• _DATASET EXTRACT_
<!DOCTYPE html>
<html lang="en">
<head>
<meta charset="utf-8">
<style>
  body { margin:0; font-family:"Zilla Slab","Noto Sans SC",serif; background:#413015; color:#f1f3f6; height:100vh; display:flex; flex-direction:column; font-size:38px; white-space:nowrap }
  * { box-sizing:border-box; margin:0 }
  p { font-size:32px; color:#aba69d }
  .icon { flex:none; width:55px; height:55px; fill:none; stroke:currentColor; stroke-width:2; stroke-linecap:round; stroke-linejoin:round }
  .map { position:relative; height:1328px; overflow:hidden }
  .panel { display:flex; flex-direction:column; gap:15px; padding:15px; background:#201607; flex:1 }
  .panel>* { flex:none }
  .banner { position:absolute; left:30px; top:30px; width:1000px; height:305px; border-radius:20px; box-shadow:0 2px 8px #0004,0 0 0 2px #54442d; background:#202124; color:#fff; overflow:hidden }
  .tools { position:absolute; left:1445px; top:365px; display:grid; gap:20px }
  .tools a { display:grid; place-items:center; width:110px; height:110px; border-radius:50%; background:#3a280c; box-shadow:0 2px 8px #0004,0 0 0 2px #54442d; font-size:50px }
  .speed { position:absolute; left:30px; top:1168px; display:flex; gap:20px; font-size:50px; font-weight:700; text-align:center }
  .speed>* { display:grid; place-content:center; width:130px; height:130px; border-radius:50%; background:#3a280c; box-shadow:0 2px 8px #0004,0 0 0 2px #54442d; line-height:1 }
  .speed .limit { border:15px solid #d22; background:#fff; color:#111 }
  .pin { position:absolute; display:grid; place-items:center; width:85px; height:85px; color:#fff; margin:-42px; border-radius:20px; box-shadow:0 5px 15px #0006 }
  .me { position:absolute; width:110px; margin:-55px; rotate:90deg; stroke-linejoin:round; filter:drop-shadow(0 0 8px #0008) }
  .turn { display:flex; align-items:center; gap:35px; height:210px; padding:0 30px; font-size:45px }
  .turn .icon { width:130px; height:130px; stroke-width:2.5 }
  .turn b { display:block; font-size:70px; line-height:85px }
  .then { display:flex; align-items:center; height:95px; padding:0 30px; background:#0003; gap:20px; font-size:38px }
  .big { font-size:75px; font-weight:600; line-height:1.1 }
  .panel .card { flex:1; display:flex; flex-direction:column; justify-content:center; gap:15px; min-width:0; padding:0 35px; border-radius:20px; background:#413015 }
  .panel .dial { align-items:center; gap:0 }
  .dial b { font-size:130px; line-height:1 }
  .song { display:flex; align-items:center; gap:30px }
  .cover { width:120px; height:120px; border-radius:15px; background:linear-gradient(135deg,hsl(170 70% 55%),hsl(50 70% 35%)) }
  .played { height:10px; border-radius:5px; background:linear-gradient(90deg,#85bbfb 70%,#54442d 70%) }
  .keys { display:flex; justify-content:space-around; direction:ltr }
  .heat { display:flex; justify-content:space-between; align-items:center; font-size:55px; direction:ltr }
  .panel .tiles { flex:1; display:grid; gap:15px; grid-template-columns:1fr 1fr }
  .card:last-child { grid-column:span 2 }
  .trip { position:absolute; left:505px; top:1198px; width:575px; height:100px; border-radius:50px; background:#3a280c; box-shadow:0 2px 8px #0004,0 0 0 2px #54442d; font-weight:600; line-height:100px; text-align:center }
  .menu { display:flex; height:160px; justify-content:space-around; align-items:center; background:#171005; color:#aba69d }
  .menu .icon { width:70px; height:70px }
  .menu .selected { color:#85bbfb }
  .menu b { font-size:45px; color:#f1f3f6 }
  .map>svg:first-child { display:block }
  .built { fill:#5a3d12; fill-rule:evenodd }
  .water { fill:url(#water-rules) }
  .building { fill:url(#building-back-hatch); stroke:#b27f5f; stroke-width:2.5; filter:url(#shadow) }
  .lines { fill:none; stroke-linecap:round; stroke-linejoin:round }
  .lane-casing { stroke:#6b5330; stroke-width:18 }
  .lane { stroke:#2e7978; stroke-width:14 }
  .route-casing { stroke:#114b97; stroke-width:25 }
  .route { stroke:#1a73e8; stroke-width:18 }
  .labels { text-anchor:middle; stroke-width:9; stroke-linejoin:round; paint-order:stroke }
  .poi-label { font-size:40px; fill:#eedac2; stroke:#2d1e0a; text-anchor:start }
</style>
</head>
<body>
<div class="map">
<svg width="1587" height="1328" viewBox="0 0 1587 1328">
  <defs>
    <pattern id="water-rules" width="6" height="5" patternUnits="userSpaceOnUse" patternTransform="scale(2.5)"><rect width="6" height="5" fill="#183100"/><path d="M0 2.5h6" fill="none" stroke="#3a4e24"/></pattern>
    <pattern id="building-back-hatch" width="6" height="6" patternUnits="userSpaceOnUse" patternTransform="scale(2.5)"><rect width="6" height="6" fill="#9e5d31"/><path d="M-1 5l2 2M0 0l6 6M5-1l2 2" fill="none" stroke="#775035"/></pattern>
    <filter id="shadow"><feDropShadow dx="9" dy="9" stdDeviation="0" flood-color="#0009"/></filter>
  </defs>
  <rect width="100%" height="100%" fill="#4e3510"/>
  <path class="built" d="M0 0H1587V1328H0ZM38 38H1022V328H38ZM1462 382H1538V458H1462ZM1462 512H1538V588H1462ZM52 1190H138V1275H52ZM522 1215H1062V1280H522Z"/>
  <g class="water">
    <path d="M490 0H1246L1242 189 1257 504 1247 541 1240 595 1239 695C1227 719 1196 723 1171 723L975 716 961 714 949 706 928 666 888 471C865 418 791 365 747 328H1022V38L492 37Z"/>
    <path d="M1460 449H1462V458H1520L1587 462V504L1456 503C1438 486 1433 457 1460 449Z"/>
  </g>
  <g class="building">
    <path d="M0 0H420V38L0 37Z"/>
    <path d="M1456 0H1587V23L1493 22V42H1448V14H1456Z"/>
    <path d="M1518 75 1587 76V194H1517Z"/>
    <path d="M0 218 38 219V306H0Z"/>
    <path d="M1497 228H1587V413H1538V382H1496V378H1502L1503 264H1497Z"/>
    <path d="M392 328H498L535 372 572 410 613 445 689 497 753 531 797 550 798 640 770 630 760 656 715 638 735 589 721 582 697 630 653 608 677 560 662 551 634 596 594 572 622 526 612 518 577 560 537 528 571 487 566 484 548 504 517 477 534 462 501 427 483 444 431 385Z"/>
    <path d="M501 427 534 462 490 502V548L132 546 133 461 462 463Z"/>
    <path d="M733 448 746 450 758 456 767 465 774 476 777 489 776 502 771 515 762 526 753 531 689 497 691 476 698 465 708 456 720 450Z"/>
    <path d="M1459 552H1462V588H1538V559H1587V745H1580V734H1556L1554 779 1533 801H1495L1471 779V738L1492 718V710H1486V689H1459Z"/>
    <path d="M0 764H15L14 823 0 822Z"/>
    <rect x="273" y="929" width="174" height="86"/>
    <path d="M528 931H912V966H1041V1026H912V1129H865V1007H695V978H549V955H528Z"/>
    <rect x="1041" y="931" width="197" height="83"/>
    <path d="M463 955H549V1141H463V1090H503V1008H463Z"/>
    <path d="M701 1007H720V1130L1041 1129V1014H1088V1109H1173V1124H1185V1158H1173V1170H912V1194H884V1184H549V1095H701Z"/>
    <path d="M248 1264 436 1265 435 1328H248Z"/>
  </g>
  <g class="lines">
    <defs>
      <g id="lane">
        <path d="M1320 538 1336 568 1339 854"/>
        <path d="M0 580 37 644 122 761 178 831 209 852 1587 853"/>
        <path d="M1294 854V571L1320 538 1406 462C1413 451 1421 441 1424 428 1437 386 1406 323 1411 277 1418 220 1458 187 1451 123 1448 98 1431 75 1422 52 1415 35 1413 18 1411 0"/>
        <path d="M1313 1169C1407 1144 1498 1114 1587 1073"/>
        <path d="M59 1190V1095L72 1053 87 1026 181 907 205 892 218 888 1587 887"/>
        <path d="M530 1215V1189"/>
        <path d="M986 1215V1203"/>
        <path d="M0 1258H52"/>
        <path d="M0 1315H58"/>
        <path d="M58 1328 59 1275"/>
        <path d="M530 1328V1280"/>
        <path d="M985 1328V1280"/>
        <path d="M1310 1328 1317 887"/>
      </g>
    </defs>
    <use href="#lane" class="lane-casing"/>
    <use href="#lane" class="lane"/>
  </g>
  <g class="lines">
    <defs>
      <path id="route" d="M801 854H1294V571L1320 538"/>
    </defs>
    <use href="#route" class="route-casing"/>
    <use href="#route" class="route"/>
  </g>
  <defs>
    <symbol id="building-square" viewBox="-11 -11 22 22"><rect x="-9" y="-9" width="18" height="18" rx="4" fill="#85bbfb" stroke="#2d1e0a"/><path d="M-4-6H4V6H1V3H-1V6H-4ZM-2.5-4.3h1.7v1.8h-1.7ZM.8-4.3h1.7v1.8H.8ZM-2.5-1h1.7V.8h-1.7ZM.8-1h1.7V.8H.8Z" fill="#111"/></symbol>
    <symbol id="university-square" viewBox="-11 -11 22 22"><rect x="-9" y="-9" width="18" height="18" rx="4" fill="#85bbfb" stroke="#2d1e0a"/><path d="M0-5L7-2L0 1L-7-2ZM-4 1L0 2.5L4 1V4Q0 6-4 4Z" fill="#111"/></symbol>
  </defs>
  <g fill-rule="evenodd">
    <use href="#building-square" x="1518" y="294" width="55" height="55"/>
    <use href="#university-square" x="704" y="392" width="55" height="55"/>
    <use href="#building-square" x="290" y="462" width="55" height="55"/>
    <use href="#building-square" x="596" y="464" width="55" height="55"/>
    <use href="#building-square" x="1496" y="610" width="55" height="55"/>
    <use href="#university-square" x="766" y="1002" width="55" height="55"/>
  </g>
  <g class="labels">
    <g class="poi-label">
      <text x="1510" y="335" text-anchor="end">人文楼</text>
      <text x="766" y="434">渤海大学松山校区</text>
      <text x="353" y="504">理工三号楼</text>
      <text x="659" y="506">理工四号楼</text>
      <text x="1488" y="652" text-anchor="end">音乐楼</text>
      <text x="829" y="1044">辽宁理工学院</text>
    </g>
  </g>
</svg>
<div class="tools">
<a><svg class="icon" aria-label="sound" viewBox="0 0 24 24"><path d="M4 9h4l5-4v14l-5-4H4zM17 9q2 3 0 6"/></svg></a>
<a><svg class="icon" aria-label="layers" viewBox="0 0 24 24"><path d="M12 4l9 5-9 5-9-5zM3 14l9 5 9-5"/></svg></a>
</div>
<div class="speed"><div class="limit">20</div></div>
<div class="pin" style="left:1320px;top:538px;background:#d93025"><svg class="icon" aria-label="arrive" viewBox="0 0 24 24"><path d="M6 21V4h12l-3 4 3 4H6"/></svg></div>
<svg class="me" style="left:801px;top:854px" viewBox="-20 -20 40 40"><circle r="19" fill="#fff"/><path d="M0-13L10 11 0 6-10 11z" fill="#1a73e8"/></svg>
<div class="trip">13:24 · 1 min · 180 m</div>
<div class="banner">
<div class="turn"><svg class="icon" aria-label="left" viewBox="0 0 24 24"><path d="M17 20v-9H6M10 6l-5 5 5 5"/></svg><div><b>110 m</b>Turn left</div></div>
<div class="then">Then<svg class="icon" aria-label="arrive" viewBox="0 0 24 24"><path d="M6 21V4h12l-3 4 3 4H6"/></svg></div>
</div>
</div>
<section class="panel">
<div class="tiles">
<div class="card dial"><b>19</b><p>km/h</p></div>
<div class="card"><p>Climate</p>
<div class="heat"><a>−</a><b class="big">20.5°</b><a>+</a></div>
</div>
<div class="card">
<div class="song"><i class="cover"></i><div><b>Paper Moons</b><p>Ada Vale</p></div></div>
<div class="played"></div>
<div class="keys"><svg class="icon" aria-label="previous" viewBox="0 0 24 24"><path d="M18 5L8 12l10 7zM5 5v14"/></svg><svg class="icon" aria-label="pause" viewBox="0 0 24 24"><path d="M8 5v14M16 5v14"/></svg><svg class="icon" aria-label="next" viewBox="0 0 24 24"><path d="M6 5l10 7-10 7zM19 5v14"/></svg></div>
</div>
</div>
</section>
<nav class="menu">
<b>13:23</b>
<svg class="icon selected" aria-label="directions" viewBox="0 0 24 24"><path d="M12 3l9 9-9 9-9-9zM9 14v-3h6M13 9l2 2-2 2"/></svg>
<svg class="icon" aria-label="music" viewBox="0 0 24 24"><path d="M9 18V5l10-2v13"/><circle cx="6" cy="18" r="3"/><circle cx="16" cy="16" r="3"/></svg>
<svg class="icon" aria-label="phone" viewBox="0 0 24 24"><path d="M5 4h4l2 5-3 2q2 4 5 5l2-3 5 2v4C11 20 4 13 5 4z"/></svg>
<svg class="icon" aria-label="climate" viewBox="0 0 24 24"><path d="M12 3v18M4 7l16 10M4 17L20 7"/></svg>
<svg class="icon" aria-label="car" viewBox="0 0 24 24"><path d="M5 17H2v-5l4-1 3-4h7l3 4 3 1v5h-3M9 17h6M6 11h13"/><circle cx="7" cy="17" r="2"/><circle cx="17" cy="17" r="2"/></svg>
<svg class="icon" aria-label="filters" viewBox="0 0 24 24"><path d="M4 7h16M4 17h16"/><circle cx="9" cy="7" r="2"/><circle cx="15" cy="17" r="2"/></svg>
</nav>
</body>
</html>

• _HOW TO COMPLETE THIS TASK_
Throughout the material above, count each line holding "built" and answer with the total alone.

• _SOLUTION TO THIS PROBLEM_
2